Le sujet était tout naturel pour la pharmacienne. Désormais établie au Yukon, Mme Routhier a travaillé pendant cinq ans en antibiogouvernance au Centre hospitalier de l’Université de Montréal (CHUM), où les interventions visant à optimiser la durée des traitements faisaient partie de son quotidien. « Beaucoup de nouvelles données ont été publiées sur le sujet, ce qui en fait un thème d’actualité », explique-t-elle.

Pendant longtemps, la durée des antibiothérapies reposait davantage sur des habitudes que sur des données scientifiques robustes. Des traitements de 7 ou de 14 jours ont notamment été adoptés en partie parce qu’ils correspondaient à une durée d’une ou deux semaines.

« Il y a un changement de paradigme entre les pratiques du passé, un peu basées sur des mythes, et les données actuelles, robustes et favorables aux courtes durées de traitement », souligne Annie Routhier. Malgré ces données, les traitements trop longs demeurent fréquents en pratique, constate-t-elle.

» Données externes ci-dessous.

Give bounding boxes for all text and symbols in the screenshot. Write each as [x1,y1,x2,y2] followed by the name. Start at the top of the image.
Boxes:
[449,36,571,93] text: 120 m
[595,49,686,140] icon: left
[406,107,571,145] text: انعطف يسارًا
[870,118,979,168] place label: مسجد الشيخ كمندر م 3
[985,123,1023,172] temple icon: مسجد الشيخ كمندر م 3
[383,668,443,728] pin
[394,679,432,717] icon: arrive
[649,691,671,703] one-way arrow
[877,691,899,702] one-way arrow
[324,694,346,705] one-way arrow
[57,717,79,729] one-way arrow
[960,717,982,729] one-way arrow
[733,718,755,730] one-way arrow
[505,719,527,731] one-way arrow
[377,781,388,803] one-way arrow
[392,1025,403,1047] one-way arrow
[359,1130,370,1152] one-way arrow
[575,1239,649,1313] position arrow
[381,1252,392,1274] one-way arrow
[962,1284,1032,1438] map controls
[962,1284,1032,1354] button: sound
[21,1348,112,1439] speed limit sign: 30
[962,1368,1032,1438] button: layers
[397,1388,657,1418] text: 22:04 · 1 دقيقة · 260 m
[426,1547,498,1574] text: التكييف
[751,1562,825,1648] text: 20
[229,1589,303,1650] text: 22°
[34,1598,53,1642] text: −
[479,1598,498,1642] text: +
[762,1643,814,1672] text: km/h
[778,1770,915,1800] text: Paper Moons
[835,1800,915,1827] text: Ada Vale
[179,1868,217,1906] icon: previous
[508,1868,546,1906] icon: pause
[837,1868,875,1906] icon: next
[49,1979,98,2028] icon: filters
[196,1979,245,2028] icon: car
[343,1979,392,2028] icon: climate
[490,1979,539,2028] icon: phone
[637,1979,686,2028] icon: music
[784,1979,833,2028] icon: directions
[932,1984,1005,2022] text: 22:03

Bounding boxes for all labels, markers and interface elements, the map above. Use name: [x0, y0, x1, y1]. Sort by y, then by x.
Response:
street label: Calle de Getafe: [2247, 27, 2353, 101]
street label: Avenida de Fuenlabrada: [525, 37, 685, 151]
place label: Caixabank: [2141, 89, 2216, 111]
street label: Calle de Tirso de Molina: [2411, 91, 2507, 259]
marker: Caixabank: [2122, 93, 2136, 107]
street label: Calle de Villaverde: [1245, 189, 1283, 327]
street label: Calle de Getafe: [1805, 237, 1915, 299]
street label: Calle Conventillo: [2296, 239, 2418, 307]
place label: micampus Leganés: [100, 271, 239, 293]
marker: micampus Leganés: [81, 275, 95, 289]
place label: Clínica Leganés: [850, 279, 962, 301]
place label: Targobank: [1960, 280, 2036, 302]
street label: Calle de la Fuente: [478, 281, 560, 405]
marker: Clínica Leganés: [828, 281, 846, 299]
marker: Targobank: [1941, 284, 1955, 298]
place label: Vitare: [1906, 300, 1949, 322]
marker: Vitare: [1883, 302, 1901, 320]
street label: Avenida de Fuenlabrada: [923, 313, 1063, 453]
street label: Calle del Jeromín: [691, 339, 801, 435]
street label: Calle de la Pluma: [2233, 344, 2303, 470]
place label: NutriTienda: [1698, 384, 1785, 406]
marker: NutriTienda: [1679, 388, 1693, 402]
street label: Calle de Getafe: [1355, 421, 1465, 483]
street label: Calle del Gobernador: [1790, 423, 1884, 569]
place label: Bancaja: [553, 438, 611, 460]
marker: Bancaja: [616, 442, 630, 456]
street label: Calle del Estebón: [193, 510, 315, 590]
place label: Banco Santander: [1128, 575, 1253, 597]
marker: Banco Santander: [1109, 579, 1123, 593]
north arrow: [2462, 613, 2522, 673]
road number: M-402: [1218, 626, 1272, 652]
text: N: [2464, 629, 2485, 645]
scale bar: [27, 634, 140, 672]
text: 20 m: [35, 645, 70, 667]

Son article, publié dans le numéro de décembre 2025, porte notamment sur différentes infections courantes, comme la pneumonie extrahospitalière et la cellulite, pour lesquelles un traitement d’environ cinq jours peut souvent suffire lorsque l’évolution clinique est favorable. Elle y aborde également certaines infections intra-abdominales compliquées, où quatre jours d’antibiothérapie peuvent être suffisants après un contrôle adéquat de la source.

Au-delà des durées précises, Annie Routhier souhaite surtout transmettre un principe simple : réduire une antibiothérapie, même d’une seule journée, peut avoir son importance. « Chaque jour épargné, chaque jour en moins d’exposition à un antibiotique, ça compte pour diminuer les risques qui y sont associés. Chaque effort est important », insiste-t-elle.